Some people do accept the burdens of mutual dependence and the risks of local leadership because they have needs, desires and fears that community helps them address; others choose to stay home, out of the fray. The spiritual-but-not religious identifier and the political hobbyist share a mentality that is deliberately powerless, rejecting community to avoid the hassle and to avoid getting burned.

At times, religious and political hobbyists can feel connected to community even when they aren’t pitching in to one: perhaps finding a spiritual connection in the charm of the twinkling lights of December or a sense of solidarity in an uplifting moment for their political allies.
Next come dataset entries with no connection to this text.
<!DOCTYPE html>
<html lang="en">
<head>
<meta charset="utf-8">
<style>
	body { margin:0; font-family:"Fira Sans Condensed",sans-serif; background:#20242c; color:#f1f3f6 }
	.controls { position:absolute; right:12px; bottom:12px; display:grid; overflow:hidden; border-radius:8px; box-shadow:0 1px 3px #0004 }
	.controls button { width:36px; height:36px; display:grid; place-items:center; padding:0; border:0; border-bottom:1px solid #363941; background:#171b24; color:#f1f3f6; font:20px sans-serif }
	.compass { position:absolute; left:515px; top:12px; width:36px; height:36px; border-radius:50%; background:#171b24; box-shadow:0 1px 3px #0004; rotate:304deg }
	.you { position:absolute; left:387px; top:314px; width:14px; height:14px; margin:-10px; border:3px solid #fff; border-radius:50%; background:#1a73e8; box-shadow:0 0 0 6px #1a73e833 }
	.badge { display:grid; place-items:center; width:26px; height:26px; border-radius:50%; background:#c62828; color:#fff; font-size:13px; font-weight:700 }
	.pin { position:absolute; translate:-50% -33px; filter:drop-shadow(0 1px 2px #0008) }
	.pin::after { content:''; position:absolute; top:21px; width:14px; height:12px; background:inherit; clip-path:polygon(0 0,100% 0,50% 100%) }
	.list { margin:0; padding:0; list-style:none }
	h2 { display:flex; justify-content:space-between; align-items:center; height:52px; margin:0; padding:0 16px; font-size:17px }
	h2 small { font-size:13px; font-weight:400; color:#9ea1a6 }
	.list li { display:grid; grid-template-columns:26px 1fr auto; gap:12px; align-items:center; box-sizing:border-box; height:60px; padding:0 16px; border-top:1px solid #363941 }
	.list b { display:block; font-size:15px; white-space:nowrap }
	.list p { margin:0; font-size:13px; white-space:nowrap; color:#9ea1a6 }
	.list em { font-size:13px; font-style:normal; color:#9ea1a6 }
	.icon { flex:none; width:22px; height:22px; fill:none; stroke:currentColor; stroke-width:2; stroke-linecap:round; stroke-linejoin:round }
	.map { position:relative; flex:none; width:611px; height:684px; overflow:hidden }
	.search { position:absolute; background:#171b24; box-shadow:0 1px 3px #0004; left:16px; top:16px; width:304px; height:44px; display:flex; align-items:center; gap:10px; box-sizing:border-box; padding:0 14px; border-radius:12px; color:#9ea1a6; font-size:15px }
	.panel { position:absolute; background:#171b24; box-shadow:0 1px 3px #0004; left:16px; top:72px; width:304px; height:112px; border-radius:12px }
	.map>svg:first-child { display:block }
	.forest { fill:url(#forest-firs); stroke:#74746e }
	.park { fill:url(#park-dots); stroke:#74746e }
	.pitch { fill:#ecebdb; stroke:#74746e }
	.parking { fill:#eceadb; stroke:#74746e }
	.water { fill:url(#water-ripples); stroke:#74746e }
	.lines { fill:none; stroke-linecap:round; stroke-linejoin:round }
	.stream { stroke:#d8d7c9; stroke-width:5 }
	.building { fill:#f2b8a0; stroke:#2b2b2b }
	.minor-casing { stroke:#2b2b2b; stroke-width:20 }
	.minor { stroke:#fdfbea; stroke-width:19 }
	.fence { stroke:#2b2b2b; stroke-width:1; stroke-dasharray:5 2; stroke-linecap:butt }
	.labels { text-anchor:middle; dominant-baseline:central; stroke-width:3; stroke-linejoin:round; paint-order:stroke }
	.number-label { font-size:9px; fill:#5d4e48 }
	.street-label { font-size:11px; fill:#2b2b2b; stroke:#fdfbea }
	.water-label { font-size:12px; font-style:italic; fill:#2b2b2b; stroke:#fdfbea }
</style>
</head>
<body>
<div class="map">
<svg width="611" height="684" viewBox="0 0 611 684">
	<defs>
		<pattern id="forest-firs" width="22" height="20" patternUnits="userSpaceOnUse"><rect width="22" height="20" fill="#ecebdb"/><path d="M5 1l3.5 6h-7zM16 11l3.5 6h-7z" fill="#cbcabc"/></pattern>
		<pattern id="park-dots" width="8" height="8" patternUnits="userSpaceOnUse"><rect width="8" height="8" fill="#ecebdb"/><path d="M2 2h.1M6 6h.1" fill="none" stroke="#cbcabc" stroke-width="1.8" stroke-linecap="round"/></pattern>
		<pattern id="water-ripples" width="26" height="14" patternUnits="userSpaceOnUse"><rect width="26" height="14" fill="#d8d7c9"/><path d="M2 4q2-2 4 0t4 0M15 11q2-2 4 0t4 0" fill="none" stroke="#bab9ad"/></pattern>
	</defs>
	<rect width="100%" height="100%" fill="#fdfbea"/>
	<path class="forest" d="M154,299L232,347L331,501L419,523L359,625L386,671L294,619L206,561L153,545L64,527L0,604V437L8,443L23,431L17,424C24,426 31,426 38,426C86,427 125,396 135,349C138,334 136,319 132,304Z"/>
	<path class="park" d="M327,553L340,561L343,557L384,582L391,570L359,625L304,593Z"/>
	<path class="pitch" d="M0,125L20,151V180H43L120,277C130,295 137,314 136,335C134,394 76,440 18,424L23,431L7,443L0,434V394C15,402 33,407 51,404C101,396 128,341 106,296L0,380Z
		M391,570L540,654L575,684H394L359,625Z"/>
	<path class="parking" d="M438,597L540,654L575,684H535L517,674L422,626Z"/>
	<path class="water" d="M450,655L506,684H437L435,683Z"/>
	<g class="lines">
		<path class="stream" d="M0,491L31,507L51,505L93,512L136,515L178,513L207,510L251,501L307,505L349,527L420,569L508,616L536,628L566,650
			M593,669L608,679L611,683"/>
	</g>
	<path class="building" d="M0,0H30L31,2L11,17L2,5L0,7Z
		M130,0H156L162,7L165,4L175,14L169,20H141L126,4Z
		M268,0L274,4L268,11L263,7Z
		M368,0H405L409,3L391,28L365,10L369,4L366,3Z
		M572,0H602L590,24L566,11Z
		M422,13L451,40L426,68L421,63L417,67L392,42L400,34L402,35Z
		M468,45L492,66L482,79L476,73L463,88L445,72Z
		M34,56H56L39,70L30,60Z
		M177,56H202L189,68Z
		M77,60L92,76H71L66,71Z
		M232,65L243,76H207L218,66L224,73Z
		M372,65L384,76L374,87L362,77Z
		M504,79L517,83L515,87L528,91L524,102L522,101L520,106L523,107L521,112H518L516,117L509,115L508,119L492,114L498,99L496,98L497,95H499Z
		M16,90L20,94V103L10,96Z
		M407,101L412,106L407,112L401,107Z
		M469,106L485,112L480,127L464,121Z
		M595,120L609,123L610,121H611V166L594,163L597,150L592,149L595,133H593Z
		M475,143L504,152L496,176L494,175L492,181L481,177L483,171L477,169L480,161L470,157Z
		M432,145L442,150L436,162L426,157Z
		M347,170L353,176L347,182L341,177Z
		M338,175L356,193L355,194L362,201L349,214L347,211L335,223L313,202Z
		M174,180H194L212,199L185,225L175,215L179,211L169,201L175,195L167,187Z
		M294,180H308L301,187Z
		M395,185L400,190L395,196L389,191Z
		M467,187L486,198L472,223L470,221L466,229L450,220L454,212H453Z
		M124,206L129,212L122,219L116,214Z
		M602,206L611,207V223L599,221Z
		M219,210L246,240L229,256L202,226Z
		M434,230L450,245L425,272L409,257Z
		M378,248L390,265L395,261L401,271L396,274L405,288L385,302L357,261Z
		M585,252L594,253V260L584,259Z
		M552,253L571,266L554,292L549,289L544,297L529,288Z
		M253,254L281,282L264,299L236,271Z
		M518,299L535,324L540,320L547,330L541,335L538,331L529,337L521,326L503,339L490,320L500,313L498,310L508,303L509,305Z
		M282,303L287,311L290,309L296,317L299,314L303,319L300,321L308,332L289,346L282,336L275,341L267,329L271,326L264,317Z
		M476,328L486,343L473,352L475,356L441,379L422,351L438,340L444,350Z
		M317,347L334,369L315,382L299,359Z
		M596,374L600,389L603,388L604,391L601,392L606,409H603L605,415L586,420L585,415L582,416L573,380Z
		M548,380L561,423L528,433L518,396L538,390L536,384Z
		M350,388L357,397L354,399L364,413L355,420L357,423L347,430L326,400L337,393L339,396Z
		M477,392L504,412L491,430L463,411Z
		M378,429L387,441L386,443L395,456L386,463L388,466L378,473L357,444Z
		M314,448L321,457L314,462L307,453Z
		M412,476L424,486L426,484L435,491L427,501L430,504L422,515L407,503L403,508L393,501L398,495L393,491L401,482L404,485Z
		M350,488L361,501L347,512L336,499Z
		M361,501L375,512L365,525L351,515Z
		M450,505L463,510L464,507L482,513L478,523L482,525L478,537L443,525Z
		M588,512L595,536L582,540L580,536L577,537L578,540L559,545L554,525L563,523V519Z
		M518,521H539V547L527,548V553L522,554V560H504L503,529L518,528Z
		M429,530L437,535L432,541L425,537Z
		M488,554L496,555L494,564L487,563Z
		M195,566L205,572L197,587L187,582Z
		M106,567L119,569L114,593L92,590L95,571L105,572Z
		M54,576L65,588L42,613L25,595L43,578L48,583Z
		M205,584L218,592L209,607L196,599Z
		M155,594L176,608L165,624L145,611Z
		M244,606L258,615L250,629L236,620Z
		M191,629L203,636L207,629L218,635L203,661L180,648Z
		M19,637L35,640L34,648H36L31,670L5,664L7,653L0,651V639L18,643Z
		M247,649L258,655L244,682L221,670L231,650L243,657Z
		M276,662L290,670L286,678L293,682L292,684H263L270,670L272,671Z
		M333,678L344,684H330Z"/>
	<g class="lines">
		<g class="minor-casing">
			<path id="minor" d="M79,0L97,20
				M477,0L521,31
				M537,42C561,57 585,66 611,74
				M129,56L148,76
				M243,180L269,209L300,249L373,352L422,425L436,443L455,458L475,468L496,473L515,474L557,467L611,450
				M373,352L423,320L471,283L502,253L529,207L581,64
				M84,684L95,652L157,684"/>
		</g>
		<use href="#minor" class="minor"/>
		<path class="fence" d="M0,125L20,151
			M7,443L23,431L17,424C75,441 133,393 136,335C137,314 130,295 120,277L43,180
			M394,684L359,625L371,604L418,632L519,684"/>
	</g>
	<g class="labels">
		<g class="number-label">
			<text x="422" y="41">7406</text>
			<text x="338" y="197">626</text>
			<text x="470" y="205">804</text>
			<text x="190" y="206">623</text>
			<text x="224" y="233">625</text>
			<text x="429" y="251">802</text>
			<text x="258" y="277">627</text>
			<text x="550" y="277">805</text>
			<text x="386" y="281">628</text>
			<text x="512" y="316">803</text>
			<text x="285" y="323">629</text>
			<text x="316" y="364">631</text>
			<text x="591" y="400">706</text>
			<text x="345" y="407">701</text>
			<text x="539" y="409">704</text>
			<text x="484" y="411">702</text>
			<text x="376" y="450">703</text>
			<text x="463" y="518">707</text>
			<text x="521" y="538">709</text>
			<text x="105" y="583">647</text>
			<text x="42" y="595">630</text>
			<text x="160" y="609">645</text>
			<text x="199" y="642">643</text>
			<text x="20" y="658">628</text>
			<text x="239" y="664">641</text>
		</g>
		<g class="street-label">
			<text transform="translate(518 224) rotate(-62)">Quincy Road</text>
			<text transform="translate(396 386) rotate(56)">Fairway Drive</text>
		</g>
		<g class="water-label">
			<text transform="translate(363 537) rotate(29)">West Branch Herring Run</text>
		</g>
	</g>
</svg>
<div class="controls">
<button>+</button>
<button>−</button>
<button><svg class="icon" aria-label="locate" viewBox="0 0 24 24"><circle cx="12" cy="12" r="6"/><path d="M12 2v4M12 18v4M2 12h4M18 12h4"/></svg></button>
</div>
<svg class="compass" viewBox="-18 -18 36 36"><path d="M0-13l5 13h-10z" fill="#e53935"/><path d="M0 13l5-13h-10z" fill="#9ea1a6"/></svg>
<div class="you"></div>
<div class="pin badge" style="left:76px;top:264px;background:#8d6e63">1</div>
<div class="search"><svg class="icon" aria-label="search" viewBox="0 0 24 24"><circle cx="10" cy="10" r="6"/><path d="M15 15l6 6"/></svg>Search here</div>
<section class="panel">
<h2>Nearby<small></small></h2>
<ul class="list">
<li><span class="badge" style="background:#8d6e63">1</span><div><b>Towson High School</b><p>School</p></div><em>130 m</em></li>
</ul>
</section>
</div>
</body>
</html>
But in the gloom of late January, when the holiday parties are over, and in the darkness of political defeat — when their preferred presidential candidate is no longer in the running or the impeachment trial isn’t going how they dreamed it would — the now-melancholy religious and political hobbyists lack any communal routine to motivate them.
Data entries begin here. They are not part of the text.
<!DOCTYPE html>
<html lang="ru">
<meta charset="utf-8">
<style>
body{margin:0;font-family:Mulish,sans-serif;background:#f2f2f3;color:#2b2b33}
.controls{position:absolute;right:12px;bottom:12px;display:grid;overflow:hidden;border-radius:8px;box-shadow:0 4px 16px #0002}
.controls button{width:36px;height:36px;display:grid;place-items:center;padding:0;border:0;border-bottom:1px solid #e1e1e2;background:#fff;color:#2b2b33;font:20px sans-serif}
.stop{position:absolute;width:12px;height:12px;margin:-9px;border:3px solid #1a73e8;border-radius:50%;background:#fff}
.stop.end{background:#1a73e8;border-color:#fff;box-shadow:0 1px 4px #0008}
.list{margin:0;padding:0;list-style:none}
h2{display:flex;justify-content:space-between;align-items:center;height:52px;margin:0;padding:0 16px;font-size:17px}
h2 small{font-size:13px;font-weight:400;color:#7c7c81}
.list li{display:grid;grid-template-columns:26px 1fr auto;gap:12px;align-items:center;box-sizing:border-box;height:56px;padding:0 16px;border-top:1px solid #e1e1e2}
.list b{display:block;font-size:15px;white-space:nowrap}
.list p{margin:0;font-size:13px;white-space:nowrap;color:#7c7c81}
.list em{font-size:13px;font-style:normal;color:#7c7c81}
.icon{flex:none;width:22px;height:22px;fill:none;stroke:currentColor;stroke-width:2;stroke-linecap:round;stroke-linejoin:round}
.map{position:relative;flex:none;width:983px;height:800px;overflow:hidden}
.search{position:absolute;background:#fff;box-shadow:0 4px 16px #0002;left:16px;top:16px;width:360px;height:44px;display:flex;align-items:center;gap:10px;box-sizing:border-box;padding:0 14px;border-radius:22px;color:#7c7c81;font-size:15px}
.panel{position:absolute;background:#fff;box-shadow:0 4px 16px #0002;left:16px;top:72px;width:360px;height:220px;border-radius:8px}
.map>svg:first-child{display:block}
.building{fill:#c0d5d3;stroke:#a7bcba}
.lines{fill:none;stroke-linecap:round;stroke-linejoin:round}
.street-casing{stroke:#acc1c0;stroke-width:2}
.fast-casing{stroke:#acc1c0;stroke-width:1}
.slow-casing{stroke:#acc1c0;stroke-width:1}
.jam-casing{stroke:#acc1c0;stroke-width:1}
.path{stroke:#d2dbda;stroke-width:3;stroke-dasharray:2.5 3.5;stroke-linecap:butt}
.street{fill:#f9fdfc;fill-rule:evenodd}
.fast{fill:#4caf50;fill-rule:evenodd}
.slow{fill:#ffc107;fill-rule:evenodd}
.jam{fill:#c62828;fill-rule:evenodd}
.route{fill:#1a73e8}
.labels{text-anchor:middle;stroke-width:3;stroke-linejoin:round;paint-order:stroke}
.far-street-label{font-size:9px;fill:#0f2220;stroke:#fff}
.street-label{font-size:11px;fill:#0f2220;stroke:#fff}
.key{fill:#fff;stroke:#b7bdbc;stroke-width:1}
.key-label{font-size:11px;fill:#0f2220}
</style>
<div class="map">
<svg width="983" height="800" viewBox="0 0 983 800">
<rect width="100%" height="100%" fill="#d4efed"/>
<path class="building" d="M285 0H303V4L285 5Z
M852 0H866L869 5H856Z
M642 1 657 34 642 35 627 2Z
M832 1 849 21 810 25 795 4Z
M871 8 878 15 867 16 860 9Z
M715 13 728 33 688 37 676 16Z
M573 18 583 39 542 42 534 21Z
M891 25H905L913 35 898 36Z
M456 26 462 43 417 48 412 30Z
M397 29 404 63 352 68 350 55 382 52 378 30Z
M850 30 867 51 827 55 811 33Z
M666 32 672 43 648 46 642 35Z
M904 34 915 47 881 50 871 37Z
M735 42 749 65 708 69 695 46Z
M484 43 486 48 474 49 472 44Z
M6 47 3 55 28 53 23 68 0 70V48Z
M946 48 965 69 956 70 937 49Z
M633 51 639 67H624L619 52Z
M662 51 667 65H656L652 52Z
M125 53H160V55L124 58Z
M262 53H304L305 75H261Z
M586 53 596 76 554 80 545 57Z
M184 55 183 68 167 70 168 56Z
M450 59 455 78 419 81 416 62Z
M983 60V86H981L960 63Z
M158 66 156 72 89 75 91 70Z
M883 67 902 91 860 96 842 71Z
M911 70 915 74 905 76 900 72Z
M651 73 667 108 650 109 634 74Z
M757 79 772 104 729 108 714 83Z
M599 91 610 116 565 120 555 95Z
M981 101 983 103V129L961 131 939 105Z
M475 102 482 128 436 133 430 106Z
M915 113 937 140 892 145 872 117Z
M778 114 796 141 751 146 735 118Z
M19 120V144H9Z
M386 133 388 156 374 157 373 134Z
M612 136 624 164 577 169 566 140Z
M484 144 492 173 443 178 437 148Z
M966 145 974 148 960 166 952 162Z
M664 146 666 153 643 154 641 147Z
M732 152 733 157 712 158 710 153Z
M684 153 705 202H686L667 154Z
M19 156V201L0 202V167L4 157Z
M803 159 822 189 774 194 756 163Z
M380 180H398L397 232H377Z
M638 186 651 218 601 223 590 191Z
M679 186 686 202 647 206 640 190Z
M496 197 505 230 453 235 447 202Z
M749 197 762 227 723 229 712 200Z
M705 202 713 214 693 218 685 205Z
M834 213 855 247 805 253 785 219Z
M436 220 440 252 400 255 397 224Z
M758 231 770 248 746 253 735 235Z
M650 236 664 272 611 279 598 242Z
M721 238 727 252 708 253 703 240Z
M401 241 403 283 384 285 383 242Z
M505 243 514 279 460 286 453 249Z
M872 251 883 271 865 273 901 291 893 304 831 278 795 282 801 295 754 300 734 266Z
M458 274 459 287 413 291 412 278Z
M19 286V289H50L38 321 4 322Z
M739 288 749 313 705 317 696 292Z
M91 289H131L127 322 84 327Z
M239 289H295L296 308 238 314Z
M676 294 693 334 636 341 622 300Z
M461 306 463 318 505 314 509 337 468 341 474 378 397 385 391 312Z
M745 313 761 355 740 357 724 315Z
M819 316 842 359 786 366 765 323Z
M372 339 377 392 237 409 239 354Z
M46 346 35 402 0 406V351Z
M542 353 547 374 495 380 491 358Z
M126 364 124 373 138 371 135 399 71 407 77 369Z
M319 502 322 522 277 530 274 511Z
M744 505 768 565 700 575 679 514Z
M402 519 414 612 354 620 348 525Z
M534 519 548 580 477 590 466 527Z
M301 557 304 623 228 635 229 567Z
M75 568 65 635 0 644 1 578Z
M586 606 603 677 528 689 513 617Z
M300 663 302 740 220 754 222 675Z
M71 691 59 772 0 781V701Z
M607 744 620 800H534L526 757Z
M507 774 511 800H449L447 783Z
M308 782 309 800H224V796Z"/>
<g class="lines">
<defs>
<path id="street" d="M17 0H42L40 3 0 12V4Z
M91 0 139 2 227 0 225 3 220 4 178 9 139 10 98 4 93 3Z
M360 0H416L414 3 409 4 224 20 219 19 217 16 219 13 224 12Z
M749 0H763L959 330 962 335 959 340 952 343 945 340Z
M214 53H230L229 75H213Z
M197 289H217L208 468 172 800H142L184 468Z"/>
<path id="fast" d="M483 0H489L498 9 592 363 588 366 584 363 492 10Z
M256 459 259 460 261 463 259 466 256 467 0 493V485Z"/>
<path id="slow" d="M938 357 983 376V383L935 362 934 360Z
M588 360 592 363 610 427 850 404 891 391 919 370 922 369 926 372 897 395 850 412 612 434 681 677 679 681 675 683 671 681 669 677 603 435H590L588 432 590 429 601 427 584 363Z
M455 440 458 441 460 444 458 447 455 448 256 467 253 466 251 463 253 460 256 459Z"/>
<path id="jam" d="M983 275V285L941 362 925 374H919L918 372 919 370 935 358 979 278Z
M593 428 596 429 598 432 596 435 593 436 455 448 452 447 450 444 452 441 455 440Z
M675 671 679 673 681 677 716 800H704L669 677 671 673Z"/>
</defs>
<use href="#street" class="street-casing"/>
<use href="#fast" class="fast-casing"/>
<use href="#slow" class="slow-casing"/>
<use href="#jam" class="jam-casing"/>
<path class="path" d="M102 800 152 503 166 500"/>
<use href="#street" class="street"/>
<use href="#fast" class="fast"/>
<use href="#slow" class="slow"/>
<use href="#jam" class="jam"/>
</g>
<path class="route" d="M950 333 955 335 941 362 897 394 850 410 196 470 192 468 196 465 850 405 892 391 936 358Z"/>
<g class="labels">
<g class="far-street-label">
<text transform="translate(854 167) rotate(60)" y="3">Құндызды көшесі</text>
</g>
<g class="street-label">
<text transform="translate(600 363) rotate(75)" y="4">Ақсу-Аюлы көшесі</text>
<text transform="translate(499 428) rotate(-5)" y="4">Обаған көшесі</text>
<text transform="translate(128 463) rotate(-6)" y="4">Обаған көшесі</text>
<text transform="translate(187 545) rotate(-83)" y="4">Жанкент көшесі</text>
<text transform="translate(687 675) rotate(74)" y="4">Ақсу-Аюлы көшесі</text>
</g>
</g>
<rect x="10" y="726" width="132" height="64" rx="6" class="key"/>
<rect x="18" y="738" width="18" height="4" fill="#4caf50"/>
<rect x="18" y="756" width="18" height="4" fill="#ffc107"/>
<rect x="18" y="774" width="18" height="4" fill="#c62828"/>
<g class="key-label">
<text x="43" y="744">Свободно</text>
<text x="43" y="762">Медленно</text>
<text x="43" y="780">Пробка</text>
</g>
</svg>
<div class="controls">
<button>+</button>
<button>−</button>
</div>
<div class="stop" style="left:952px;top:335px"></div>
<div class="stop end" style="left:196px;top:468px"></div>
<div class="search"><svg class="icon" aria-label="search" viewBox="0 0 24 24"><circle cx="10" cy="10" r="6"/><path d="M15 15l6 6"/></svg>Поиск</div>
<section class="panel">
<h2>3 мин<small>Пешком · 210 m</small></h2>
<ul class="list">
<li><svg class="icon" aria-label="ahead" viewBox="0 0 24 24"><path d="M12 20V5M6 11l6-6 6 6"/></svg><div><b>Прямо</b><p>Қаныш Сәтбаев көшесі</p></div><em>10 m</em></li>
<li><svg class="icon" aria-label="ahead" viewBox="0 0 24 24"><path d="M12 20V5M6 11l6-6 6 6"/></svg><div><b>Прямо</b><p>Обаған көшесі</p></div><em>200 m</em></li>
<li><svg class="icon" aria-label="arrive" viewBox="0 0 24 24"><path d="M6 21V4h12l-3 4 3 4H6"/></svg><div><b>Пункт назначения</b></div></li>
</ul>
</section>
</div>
The regular churchgoers still have their community, and the active local political organizations have their regular meetings. Churchgoing Republicans, for instance, can still leverage the power of community even when their leader is flawed or they feel down. Many on the religious right are pained by President Trump’s behavior but believe him to be the best available vehicle for their political goals. So they persist.

The increasingly nonreligious Democratic Party may continue to stay away from religious communities, even though research has found that religious participation, no matter the orthodoxy of beliefs, corresponds to greater involvement in civic and charitable work, and to higher degrees of happiness, and it also generates the social capital that can be leveraged for political activism.

But if liberals also shy away from face-to-face political communities, choosing to spend their free hours as at-home hobbyists rather than participating in weekly political meetings and canvasses, they should expect to reap as little as they sow. Politics is about getting power to enact an agenda. It’s about working in groups to turn one vote into more than one vote, one voice into more than one voice, by getting others on board with you. If you aren’t doing that, you aren’t doing politics. But hey, congratulations on your interesting hobby.

Across the country, I have studied local political organizations on the left and in the center where neighbors take care of one another just as they would in a congregation, and through this mutual aid and support, they find strength to accomplish not just psychic and social goals but political goals, too. But to unseat an incumbent president or to make progress on policies they care about, a lot more people will have to abandon the mind-set of leaderless and powerless hobbyism. Without buying into real communities and putting faith in local leaders, there can be no redemption.

Eitan D. Hersh, an associate professor at Tufts University, is the author of “Politics Is for Power.”